Authors are thankful to Professor of Microbiology & Incharge, Staphyloco­ccus Phage Typing Centre, Maulana Azad Medical college, New Delhi for phage typing of strains. Authors are grateful to Dr. W.B.Tayade, Dean, Indira Gandhi Medical college, Nagpur for permitting to carry out and publish this work.

References

1Sheagren JN. Staphylococcus aureus. The persistent pathogen. New Eng J Med 1984;310:1368-73.
2Kluytmans J, Belkum AV, Verbrugh H. Nasal carriage of Staphylococcus; Epidemiology, underlying mechanisms & associated risk. Cli Microbiol Rev. 1997;10:505-520.
3Duguide JG, Fraser AG, Marmion BP, Simmons A Practical medical microbiology In eds Mackie & McCartney 14th ed. Edinburgh: Churchill Livingstone 1996:793­812.
4Bauer AW, Kirby WMM, Sherris JC, Turck M. Antibiotic susceptibility testing by a standardised single disk method. Am J Clin Path 1966;45:493-496.

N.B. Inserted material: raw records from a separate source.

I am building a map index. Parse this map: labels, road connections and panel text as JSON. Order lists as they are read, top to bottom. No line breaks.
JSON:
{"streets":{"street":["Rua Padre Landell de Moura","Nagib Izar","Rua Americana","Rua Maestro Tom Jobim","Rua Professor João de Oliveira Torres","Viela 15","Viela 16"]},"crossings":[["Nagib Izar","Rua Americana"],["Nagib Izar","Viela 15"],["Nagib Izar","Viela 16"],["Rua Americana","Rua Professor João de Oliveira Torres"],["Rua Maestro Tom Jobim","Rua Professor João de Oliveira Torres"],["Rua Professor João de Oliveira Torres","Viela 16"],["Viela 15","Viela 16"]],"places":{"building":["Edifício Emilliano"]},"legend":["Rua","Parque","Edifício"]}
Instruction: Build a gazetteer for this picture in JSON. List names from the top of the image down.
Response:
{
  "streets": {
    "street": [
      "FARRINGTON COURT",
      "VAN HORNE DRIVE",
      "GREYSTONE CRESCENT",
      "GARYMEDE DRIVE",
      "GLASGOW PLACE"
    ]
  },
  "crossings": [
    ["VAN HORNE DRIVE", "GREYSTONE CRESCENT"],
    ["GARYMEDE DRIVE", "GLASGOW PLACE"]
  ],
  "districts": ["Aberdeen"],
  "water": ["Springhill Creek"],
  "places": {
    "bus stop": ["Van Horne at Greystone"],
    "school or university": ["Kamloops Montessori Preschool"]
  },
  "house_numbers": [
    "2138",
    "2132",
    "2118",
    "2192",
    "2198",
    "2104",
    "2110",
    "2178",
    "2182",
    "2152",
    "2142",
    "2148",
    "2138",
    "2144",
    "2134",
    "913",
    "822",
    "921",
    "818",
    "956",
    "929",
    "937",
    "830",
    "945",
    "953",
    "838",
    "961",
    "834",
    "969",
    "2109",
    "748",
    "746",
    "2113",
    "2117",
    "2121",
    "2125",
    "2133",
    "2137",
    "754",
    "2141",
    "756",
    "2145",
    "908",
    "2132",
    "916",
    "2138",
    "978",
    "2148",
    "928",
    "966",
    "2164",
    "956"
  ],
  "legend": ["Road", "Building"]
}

5World Health Organization. Rapid acidometric test for beta-lactamase production. Tech Res Series. 616, Geneva, 1978;653-4.
6Layton MC, Hierholzer WJ, Patterson JE. The evolving epidemiology of methicillin resistant Staphylococcus aureus at a university hospital. Infection Control & Hospital Epidemiology. 1995;29:12-17.
7Chakravarty A, Talwar V, Gupta H. Antibiotic resistance pattern of Staphylococcus aureus (MRSA) isolates from high risk reference to methicillin resistant strains. Ind J Med Res. 1988;87:507-12.
8Bradley JN, None P. MRSA in a London hospital. Lancet 1985;1:1493-5.
9Udaya Shankar C, Harish BN, Umesh Kumar PM. Navaneeth BV Prevalence of MRSA in JIPMER hospital - A prevalence report Ind J MEd Microbiol 1995;15:137-8.
10Chaudhary U, Anupama. Prevalence of methicillin resistance in Staphylococcus aureus. Ind J Med Microbiol, 1999;17:154-5.
11Zaman R, Dibb WL. MRSA isolated in Saudi Arabia: Epidemiology & antimicrobial resistance pattern. J Hosp Infect, 1994;26:297-300.
12Vidhani S, Mendiratta PL, Mathur MD. Study of methicillin resistant S. aureus isolates from high risk patients. Ind J Med Microbiol 2001;19:87-90.